Problem: All of the records should be given back exactly and in full.

Segment Open

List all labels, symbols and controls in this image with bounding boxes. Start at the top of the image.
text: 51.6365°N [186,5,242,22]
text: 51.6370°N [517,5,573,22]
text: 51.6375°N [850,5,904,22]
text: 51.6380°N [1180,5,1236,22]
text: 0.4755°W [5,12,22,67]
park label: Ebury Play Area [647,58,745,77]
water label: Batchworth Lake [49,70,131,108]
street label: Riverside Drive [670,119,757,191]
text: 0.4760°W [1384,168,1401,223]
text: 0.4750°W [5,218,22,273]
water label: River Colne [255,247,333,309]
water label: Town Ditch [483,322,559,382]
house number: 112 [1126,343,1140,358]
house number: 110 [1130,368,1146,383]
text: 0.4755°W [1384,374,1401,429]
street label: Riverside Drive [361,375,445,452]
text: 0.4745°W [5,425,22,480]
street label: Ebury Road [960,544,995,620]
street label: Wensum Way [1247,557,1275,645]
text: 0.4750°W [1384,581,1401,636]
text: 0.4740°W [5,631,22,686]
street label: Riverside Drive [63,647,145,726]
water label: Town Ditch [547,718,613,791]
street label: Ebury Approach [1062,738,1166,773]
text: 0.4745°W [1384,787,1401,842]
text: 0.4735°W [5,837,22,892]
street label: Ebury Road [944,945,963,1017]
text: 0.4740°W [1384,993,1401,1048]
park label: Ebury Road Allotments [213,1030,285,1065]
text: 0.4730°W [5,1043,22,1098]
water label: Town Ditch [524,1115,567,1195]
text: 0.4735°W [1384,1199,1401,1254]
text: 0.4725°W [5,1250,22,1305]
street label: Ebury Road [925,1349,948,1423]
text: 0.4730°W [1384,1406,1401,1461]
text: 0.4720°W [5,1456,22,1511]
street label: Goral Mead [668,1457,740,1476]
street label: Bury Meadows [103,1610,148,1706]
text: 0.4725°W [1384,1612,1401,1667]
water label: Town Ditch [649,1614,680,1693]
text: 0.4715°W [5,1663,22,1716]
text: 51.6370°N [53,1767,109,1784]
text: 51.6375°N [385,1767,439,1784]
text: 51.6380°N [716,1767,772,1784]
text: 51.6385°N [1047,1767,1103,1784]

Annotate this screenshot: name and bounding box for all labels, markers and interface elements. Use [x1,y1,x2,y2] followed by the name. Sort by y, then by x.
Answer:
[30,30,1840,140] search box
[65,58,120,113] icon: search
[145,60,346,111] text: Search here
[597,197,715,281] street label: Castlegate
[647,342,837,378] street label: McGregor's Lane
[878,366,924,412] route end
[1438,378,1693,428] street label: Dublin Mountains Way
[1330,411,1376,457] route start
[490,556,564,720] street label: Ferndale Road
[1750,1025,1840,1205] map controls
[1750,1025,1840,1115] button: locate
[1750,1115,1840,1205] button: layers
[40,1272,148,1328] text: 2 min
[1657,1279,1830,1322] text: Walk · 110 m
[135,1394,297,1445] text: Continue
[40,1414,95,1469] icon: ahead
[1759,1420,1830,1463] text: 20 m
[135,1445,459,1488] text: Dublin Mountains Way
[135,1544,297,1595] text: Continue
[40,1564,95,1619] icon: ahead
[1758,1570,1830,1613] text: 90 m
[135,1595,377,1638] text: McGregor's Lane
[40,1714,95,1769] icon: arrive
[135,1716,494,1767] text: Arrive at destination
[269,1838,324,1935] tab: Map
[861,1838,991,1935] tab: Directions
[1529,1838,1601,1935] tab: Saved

Segment Closed

Output of the task:
List all labels, symbols and controls in this image with bounding boxes. Start at the top of the image.
text: 51.6365°N [186,5,242,22]
text: 51.6370°N [517,5,573,22]
text: 51.6375°N [850,5,904,22]
text: 51.6380°N [1180,5,1236,22]
text: 0.4755°W [5,12,22,67]
park label: Ebury Play Area [647,58,745,77]
water label: Batchworth Lake [49,70,131,108]
street label: Riverside Drive [670,119,757,191]
text: 0.4760°W [1384,168,1401,223]
text: 0.4750°W [5,218,22,273]
water label: River Colne [255,247,333,309]
water label: Town Ditch [483,322,559,382]
house number: 112 [1126,343,1140,358]
house number: 110 [1130,368,1146,383]
text: 0.4755°W [1384,374,1401,429]
street label: Riverside Drive [361,375,445,452]
text: 0.4745°W [5,425,22,480]
street label: Ebury Road [960,544,995,620]
street label: Wensum Way [1247,557,1275,645]
text: 0.4750°W [1384,581,1401,636]
text: 0.4740°W [5,631,22,686]
street label: Riverside Drive [63,647,145,726]
water label: Town Ditch [547,718,613,791]
street label: Ebury Approach [1062,738,1166,773]
text: 0.4745°W [1384,787,1401,842]
text: 0.4735°W [5,837,22,892]
street label: Ebury Road [944,945,963,1017]
text: 0.4740°W [1384,993,1401,1048]
park label: Ebury Road Allotments [213,1030,285,1065]
text: 0.4730°W [5,1043,22,1098]
water label: Town Ditch [524,1115,567,1195]
text: 0.4735°W [1384,1199,1401,1254]
text: 0.4725°W [5,1250,22,1305]
street label: Ebury Road [925,1349,948,1423]
text: 0.4730°W [1384,1406,1401,1461]
text: 0.4720°W [5,1456,22,1511]
street label: Goral Mead [668,1457,740,1476]
street label: Bury Meadows [103,1610,148,1706]
text: 0.4725°W [1384,1612,1401,1667]
water label: Town Ditch [649,1614,680,1693]
text: 0.4715°W [5,1663,22,1716]
text: 51.6370°N [53,1767,109,1784]
text: 51.6375°N [385,1767,439,1784]
text: 51.6380°N [716,1767,772,1784]
text: 51.6385°N [1047,1767,1103,1784]

Annotate this screenshot: name and bounding box for all labels, markers and interface elements. Use [x1,y1,x2,y2] followed by the name. Sort by y, then by x.
Answer:
[30,30,1840,140] search box
[65,58,120,113] icon: search
[145,60,346,111] text: Search here
[597,197,715,281] street label: Castlegate
[647,342,837,378] street label: McGregor's Lane
[878,366,924,412] route end
[1438,378,1693,428] street label: Dublin Mountains Way
[1330,411,1376,457] route start
[490,556,564,720] street label: Ferndale Road
[1750,1025,1840,1205] map controls
[1750,1025,1840,1115] button: locate
[1750,1115,1840,1205] button: layers
[40,1272,148,1328] text: 2 min
[1657,1279,1830,1322] text: Walk · 110 m
[135,1394,297,1445] text: Continue
[40,1414,95,1469] icon: ahead
[1759,1420,1830,1463] text: 20 m
[135,1445,459,1488] text: Dublin Mountains Way
[135,1544,297,1595] text: Continue
[40,1564,95,1619] icon: ahead
[1758,1570,1830,1613] text: 90 m
[135,1595,377,1638] text: McGregor's Lane
[40,1714,95,1769] icon: arrive
[135,1716,494,1767] text: Arrive at destination
[269,1838,324,1935] tab: Map
[861,1838,991,1935] tab: Directions
[1529,1838,1601,1935] tab: Saved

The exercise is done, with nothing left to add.